"I'd never heard of maxi piping and certainly it wouldn't be available in Hong Kong (few people sew for themselves here!) so I thought about what might do the job. I went to an electrical shop and just felt the various wires (cables). One for computers seemed to have the right thickness and bend-ability so that's what I bought. They thought it was very funny that it was for sewing!" continue
You can also fill a bias strip (for piping) with any twine, string, yarn, or crochet thread. Think about how you will want to clean the finished item. If you use any version of "wire", it could interact with the cleaning fluid or soapy water to cause stains on the item. Wire can also be too "rigid" for a nice look when you're done with the project.

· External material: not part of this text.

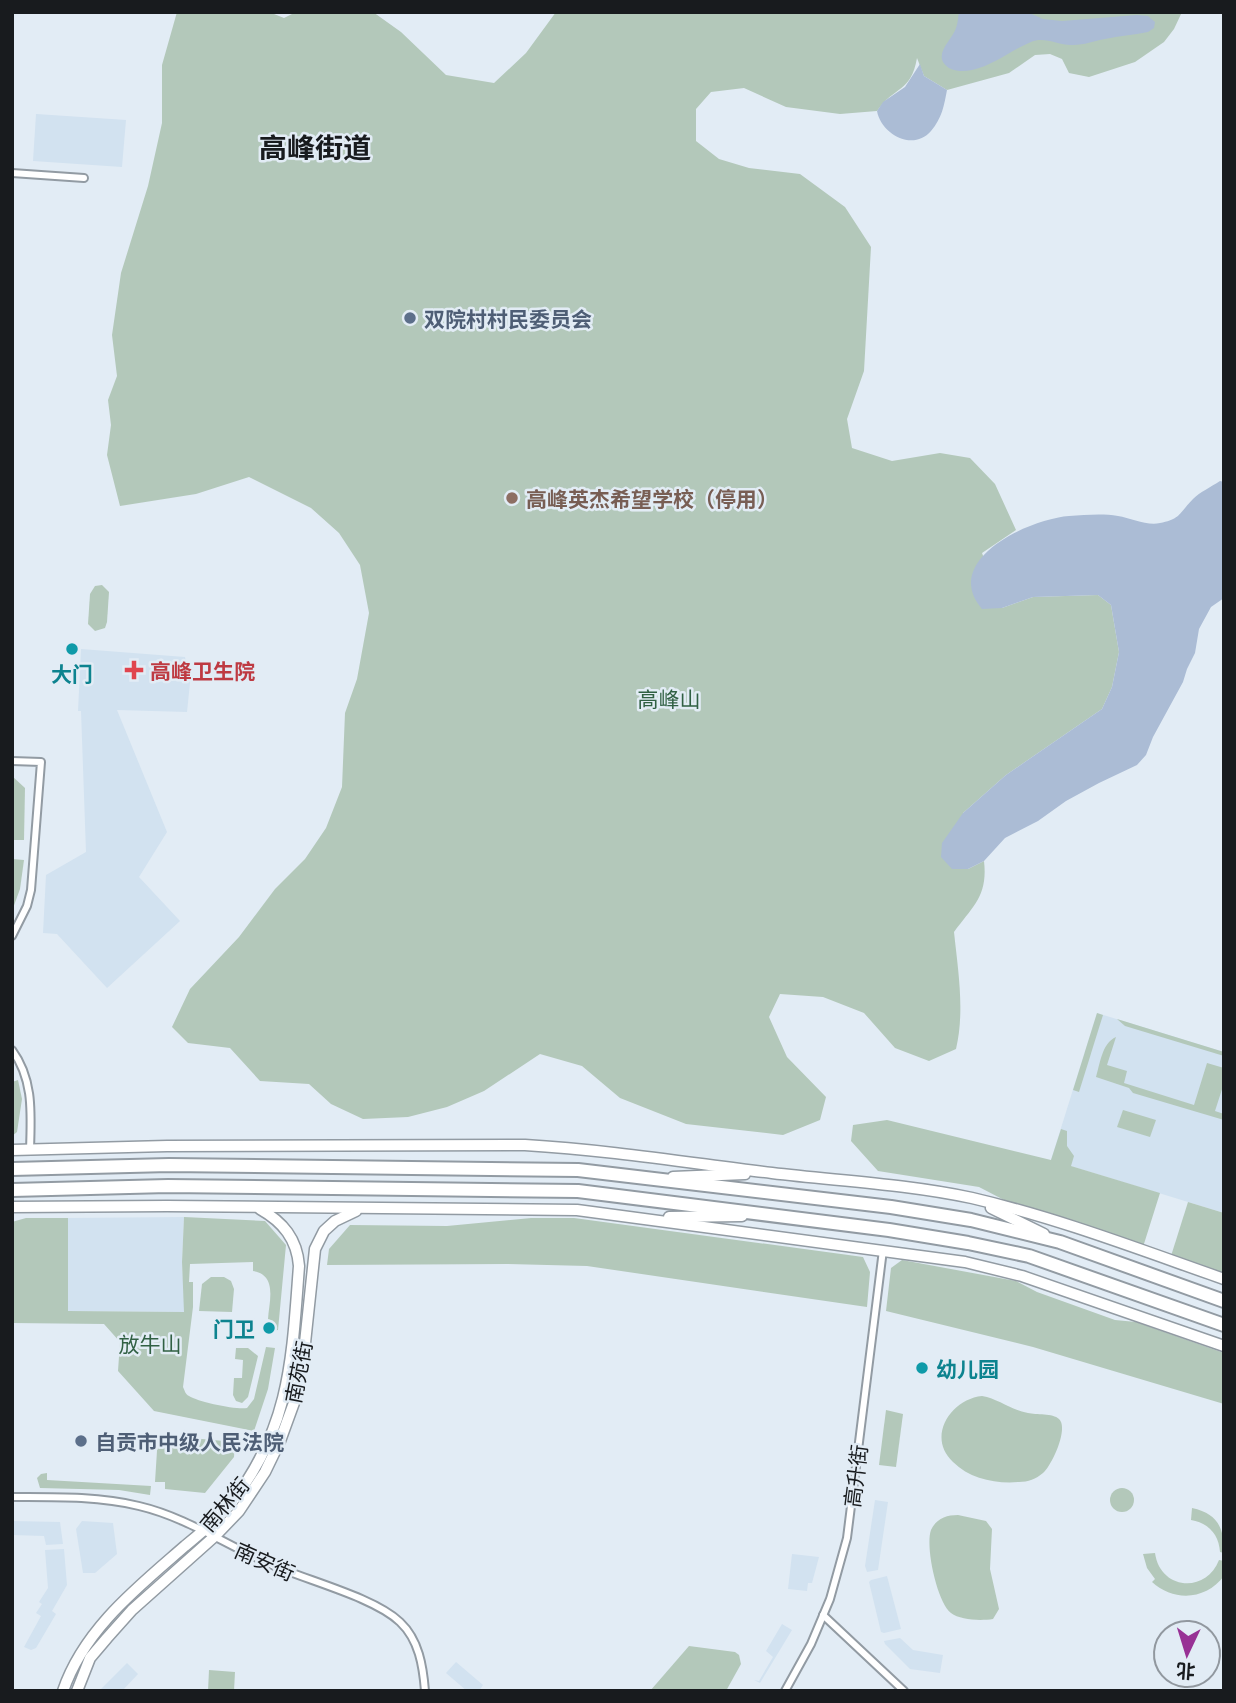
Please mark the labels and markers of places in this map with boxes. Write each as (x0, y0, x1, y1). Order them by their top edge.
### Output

And, for those of us who have been gouged by an underwire from our bras which has broken and then pushed out through the casing it is normally housed in, the prospect of a wire breaking in the piping and tthen sticking us is unpleasant. If what you want is a larger (for visual impact) "line" of color, consider inserting an uncorded piece of bias in the seam. Just cut the width you desire, fold it in half to press a nice crease, lay the pressed strip along the seam line so that the fold extends into the garment (beyond the seam line) the desired distance, and sew the seam. When you're finished, you'll have the emphasis where you wanted it and you won't have cleaning or injury worries!
Hey, in thinking "outside the box", it also occurred to me that you might find some commercial fishing line "plastic" or nylon that would give you the stiff effect while avoiding the metal problems of wires.